Custers of gene duplicates: Identification, evolutionary consequences, and phylogenetic patterns
Ortiz, Juan Felipe
:
2019-04-16
Abstract
Animal body plans, olfaction, immune response, and, neuronal connectivity, among many others, traits that in addition to being highly polymorphic, are driven by clusters of tandemly duplicated genes (CTDG). CTDGs are not only capable of producing genic variability, but are also recurrent genomic structures across species.
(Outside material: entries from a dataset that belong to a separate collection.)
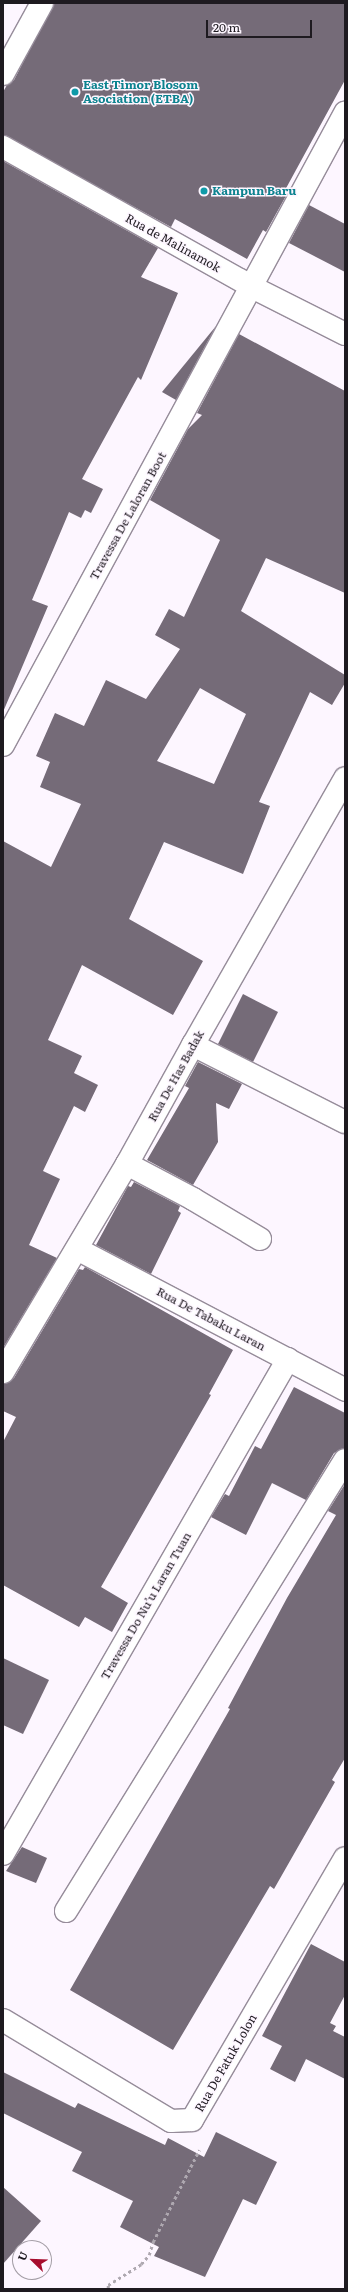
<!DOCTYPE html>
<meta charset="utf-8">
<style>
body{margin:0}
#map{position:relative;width:348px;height:2292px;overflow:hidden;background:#fdf6ff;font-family:Literata,serif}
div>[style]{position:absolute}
.building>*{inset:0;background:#756b78}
.path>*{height:2.5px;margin-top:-1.25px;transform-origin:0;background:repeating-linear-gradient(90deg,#aea8b0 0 3px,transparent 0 6px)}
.roads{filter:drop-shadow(1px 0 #968c9a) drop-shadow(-1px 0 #968c9a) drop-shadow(0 1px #968c9a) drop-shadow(0 -1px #968c9a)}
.minor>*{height:22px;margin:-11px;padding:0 11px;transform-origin:11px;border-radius:11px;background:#fff}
.tertiary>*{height:22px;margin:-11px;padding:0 11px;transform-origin:11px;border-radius:11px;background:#fff}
.dots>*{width:11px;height:11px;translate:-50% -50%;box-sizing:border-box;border:2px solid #fdf6ff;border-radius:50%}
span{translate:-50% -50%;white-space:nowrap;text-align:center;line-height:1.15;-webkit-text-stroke:3px #fdf6ff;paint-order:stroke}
.culture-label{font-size:12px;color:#0d838f;font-weight:700}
.left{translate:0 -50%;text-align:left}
.street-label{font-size:12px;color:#1e1a20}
.frame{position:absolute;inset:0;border:4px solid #1e1a20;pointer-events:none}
.north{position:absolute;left:12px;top:2240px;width:40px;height:40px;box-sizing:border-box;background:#fdf6ff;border:1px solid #a49ea6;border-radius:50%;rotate:293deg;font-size:11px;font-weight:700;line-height:16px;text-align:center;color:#1e1a20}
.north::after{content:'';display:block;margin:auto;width:14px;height:18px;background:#a70d2e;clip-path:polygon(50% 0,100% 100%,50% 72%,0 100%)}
.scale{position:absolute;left:206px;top:20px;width:106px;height:18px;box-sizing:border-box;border:2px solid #1e1a20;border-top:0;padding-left:5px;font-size:12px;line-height:14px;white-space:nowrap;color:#1e1a20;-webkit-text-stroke:3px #fdf6ff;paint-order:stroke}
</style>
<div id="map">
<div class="building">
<i style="clip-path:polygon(54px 3px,345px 3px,345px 80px,284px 192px,287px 194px,266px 232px,263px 230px,247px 259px,175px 219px,171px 227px,3px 135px,3px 92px,7px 85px,14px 80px)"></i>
<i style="clip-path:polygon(3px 161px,158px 248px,141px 277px,178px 293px,141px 380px,138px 377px,82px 479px,103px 489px,91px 513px,85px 510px,81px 518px,69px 512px,32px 600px,48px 606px,3px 712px)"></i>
<i style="clip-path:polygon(309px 205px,345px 224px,345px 272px,289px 243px)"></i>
<i style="clip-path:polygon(216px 326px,176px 400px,162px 392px)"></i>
<i style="clip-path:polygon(evenodd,239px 334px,345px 391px,345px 593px,266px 558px,241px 611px,345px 675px,345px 683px,332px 705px,310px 692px,259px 802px,270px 806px,243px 874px,164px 842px,129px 919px,203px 961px,173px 1015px,82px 965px,48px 1040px,82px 1056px,74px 1073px,98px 1085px,85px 1112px,74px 1106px,43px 1171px,60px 1179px,29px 1245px,57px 1258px,3px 1348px,3px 841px,51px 867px,81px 804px,40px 787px,50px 762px,36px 756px,55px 713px,84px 726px,106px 680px,146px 699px,180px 649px,155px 635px,169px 609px,184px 617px,220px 540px,150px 500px,188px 429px,202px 415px,197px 413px,239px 334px,200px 688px,246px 714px,214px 784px,157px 761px,200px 688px)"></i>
<i style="clip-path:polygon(243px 994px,278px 1012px,253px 1062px,218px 1044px)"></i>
<i style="clip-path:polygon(198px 1062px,242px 1084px,229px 1109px,216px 1103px,218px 1142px,193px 1185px,147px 1160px,189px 1088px,185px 1086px)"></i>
<i style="clip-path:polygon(134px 1182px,180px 1206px,178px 1211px,181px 1213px,151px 1274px,96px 1245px,128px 1186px,131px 1187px)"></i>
<i style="clip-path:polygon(85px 1267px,233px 1350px,209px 1394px,211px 1395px,101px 1587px,128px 1603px,112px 1632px,85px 1617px,79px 1627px,3px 1585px,3px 1442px,16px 1417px,3px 1411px,3px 1384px,14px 1378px,79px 1269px,83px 1270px)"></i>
<i style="clip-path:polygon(294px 1387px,345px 1413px,345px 1448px,334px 1453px,306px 1500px,272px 1483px,246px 1535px,211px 1517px,225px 1494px,229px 1496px,255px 1446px,261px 1449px)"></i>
<i style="clip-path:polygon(345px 1484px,345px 1758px,332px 1780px,335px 1782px,274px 1889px,270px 1886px,173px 2050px,70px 1990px,230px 1709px,228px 1708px,287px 1598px,336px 1515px,328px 1511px)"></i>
<i style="clip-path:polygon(3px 1658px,49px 1680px,23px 1734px,3px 1725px)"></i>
<i style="clip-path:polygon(22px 1847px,47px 1858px,36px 1883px,6px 1871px)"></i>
<i style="clip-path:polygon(311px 1944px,345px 1962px,345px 1995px,330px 2023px,336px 2026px,333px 2031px,345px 2037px,345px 2079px,306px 2059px,295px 2082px,270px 2069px,282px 2046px,262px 2036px)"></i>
<i style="clip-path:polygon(3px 2072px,75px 2108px,78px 2103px,165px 2145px,168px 2138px,204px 2157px,216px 2132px,277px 2162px,256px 2205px,243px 2199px,205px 2277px,154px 2256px,159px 2247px,120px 2227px,133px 2201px,72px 2171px,82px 2152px,3px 2113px)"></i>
<i style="clip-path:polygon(3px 2187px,41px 2221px,3px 2264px)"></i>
</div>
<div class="path">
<i style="left:108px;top:2289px;width:4px;rotate:-90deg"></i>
<i style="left:108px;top:2285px;width:39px;rotate:-32deg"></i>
<i style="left:141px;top:2264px;width:12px;rotate:-48deg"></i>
<i style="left:149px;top:2255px;width:14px;rotate:-73deg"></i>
<i style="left:153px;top:2242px;width:103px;rotate:-63.4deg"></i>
</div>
<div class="roads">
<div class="minor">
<i style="left:3px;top:74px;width:81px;rotate:-61.2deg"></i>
<i style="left:3px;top:745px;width:719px;rotate:-61.58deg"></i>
<i style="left:193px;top:1045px;width:170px;rotate:26.9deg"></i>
<i style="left:127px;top:1164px;width:75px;rotate:27.9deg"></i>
<i style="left:193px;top:1199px;width:78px;rotate:30.8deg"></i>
<i style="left:77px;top:1249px;width:303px;rotate:27.7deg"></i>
<i style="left:3px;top:1372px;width:242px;rotate:-59.2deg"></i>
<i style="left:127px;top:1164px;width:136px;rotate:-61deg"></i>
<i style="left:193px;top:1045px;width:307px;rotate:-60.3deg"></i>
<i style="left:3px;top:1854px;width:571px;rotate:-60.07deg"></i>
<i style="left:66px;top:1911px;width:530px;rotate:-58.26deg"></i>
<i style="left:3px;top:2020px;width:196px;rotate:31deg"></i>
<i style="left:171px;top:2121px;width:21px;rotate:-3deg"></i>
<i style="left:192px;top:2120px;width:303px;rotate:-59.7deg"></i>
</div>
<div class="tertiary">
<i style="left:3px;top:147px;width:286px;rotate:29.3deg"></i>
<i style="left:252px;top:287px;width:104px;rotate:26.8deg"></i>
</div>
</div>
<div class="dots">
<i style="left:75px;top:92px;background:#0f9aa8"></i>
<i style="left:204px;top:191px;background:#0f9aa8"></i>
</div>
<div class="culture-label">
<span class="left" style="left:83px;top:92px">East Timor Blosom<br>Asociation (ETBA)</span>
<span class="left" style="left:212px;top:191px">Kampun Baru</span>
</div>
<div class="street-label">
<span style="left:173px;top:243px;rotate:29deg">Rua de Malinamok</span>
<span style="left:128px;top:516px;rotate:-61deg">Travessa De Laloran Boot</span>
<span style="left:176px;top:1076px;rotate:-61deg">Rua De Has Badak</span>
<span style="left:211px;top:1319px;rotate:28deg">Rua De Tabaku Laran</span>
<span style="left:146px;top:1606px;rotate:-60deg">Travessa Do Nu’u Laran Tuan</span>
<span style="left:226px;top:2063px;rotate:-60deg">Rua De Fatuk Lolon</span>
</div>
<div class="frame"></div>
<div class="north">U</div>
<div class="scale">20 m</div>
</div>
Although the importance of individual CTDGs have been extensively studied (e.g. the Hox CTDGs), a systematic approach to studying CTDGs is still lacking. In this dissertation, I start by identifying the problems with our current understanding of how CTDGs are defined, and design a formal definition. Next, I implement that definition as a computational algorithm called CTDGFinder, to identify CTDGs across genomes and facilitate comparative and evolutionary analyses. With CTDGFinder, I show how CTDGs are features of mammalian genomes, but also that they are not uniformally distributed. I focus on the observation that the human chromosome 19 is by far the most clustered chromosome of the human genome. Taking that observation further, I found that chromosome 19 was already clustered in one (out of the two) ancestral chromosomes that gave rise to chromosome 19 in the history of mammalian diversification. That piece of evidence suggests that CTDGs are not only prevalent in genomes, but are also maintained as such. Moreover, in order to hint at other sources of evidence, I show how the syntenic regions of the chromosome 19 orthologs have been contracting. Finally, I use CTDGFinder to develop LOLCAT, an algorithm for the identification of sequentially duplicated clusters, to present the interesting case of the keratin type I CTDG. In mammals, the keratin type I CTDG is not only very conserved in the number of genes, but also in the order of those genes. Given that level of conservation, I end by proposing a method for resolving complex orthology calling problems in CTDGs by using gene order information and CTDG-specific genic divergence patterns. After this dissertation, we will have a more consistent and systematic way of studying CTDG biology, and interesting challenges are now possible. With this definition and the kinds of analyses presented here, we are able to start thinking about building evolutionary models of genome structure evolution taking into account the gene family dynamics of CTDGs.